DES MOINES, Iowa — For Jonathan Dowie it’s a dream home. “To be able to salvage something that has so much meaning to many different people,” he said. But after moving in at 2200 Chautauqua Parkway, in April 2021, he’s quickly realizing the backyard is creating a nightmare. “A storm sewer that runs through and a sanitary sewer that runs through,” said Dowie as he reference the backyard on his two-acre property.

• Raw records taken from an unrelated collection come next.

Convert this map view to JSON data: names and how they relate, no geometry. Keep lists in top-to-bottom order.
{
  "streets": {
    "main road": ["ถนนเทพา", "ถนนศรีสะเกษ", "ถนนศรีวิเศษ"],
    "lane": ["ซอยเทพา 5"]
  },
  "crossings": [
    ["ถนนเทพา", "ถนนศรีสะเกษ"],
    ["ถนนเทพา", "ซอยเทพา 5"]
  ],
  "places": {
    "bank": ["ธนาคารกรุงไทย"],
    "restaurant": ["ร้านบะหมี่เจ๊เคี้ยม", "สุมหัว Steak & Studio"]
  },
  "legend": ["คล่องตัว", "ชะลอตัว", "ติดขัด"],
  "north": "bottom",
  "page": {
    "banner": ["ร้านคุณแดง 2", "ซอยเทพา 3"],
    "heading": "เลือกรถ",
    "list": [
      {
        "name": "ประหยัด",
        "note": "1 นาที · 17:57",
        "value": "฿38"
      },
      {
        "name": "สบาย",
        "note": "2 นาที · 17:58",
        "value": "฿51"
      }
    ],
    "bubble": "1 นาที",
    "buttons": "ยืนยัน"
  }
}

Jonathan says because of those two easements the city of Des Moines has told him he is extremely limited when it comes to flattening the extreme dropoff behind his home which is causing his property to deteriorate. “I can’t do anything to fix the problem. They want me to pay to put in a retaining wall to keep it away from their easement. You don’t get to put something in my way and then say I have to pay to fix the problem,” said Dowie. “We’ve been dumping dirt to try and fill it in. We’ve put railroad ties in to try and stop it. We’ve done everything we can to try and stop it short of building a retaining wall,” he added.

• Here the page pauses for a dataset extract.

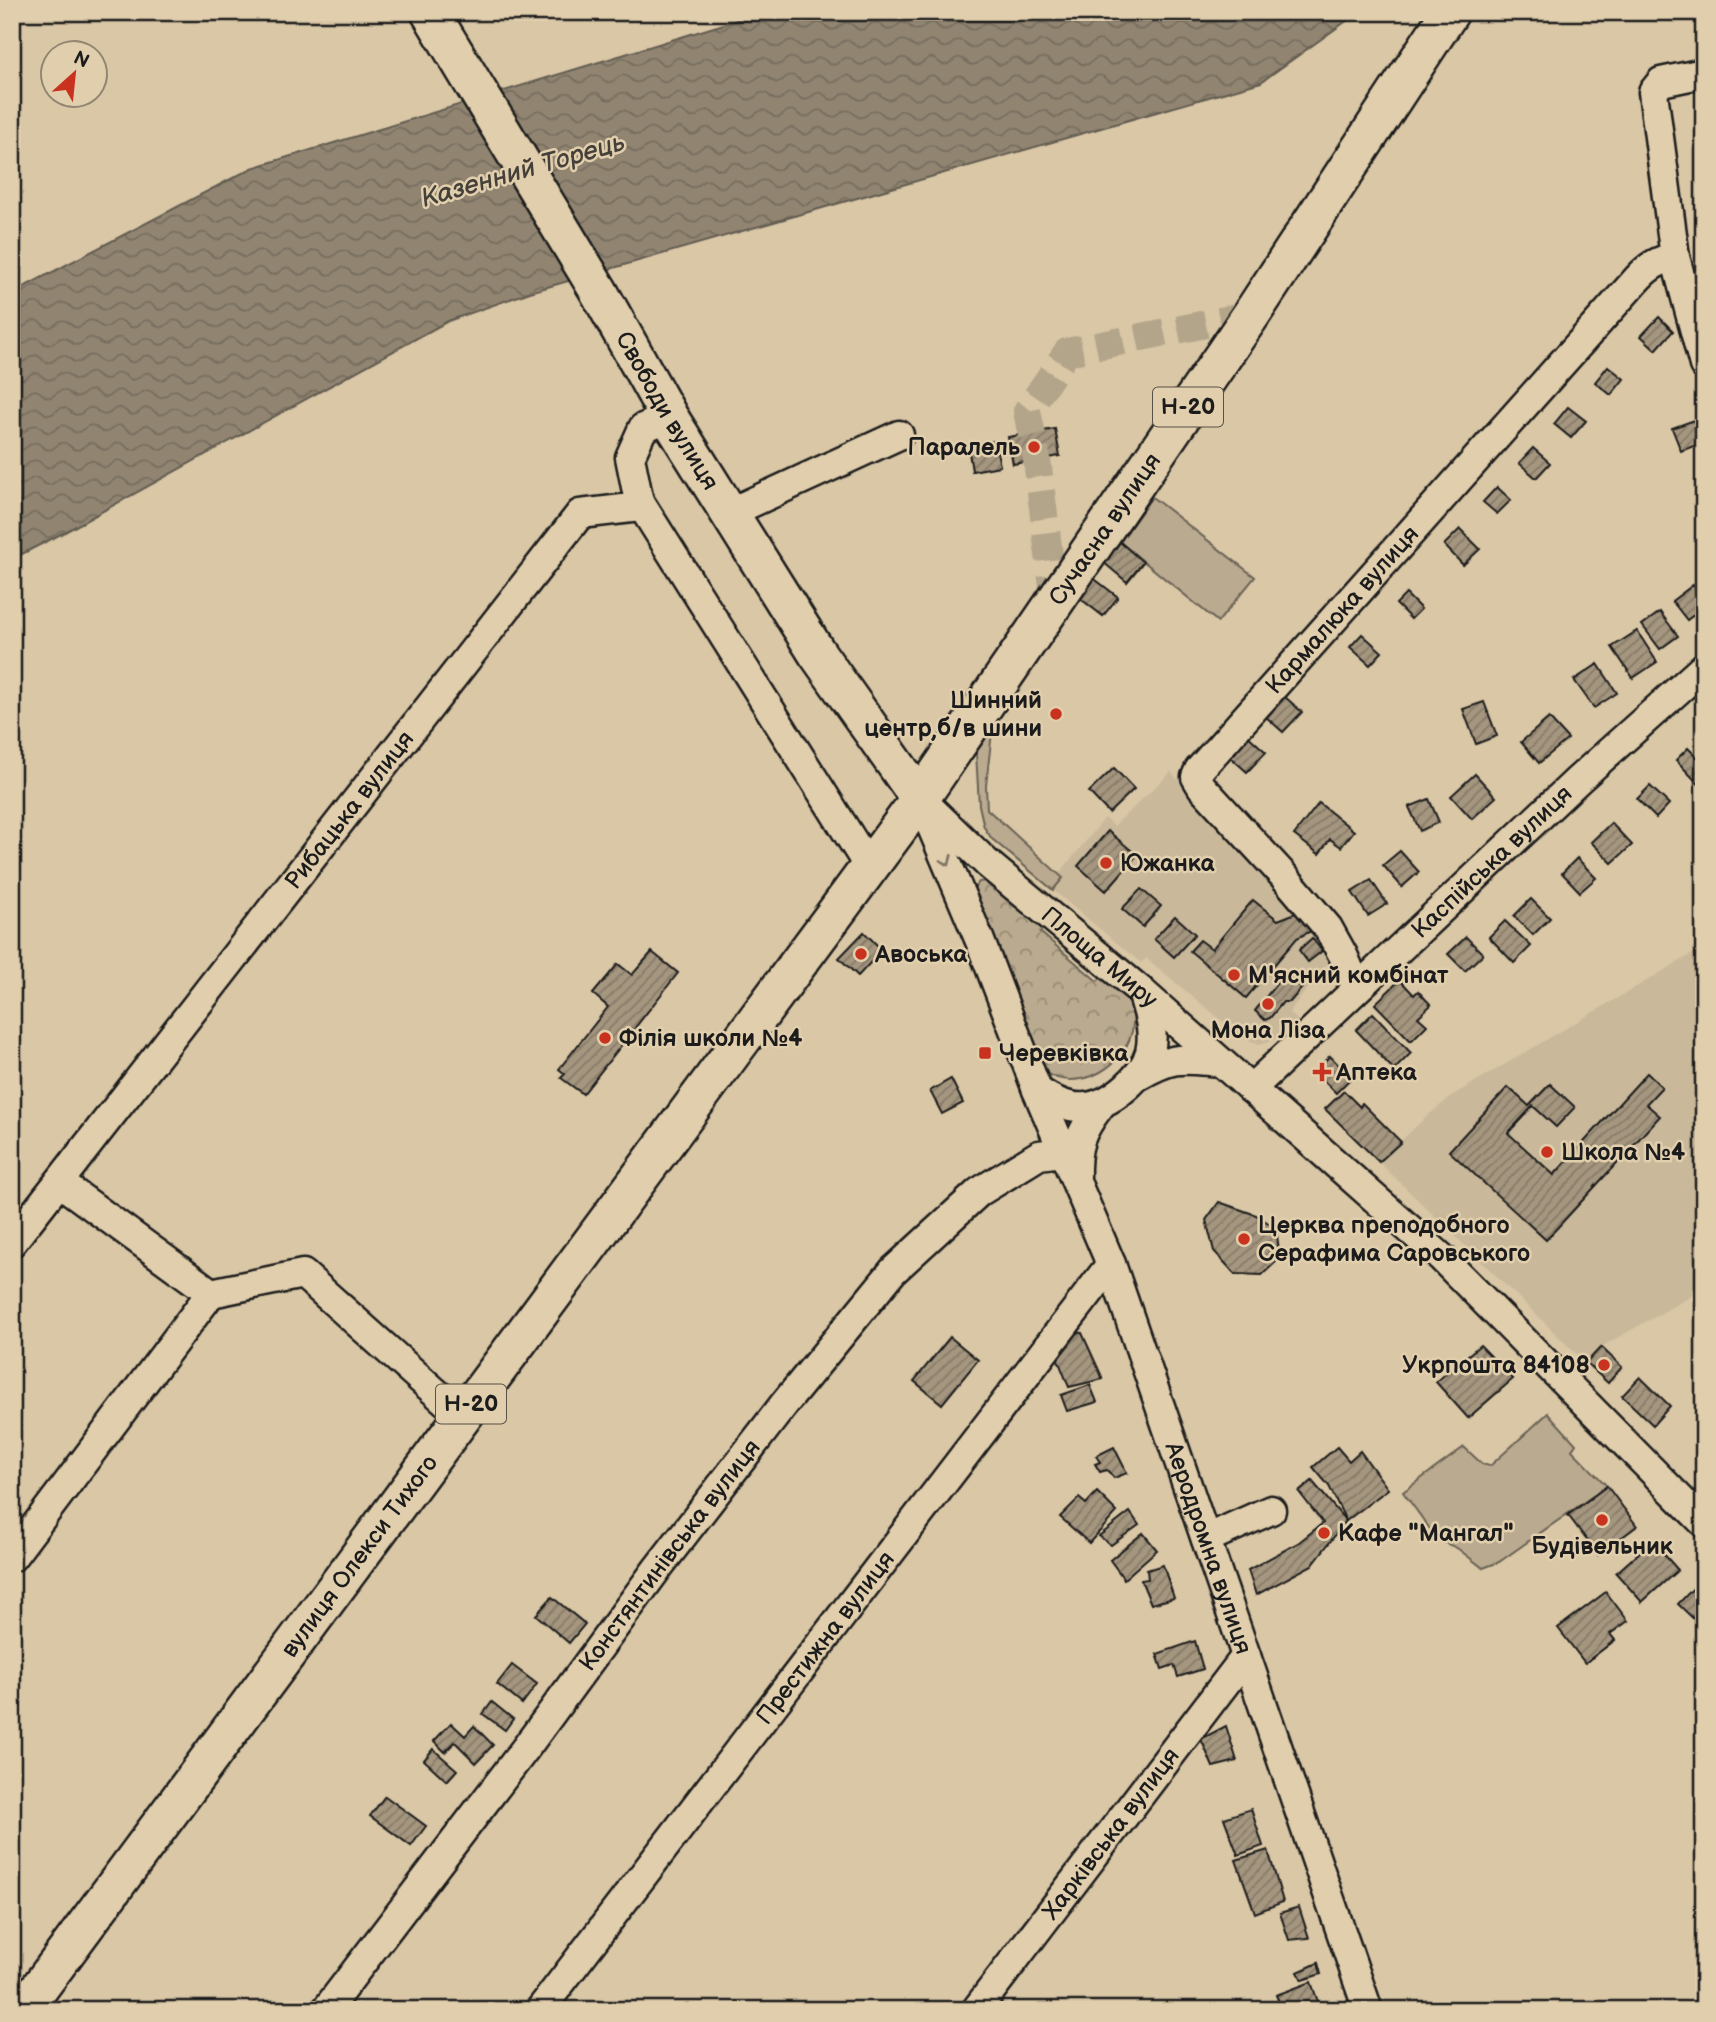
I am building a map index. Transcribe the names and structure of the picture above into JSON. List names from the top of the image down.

Controversy is nothing new to the home whose second owner was Archie Alexander, the second African-American to play for the Iowa Hawkeyes football team and first to graduate from the school’s civil engineering program. The all white community in the area protested his desire to live in the home. Alexander won the battle in court. An option Dowie hopes to avoid. Dowie said, “Let’s just do what’s right. Take care of the people who live in your community and stop telling me I need to go down the legal route when you know you are going to lose.”
Jonathan says the problem is only getting worse and it is happening quickly. In April he installed two fountains on flat land on his property. By mid-March he woke up and found one of them had tumbled nearly 20 yards down the hill. That’s how much this erosion is moving. “If those easements were changed or moved I could fill it in to the point where it was no longer impacting the structure and integrity of my foundation,” said Dowie.
Administration officials with the city of Des Moines were unavailable for an immediate response. The department is working on making the city Deputy Director of Neighborhood Services available.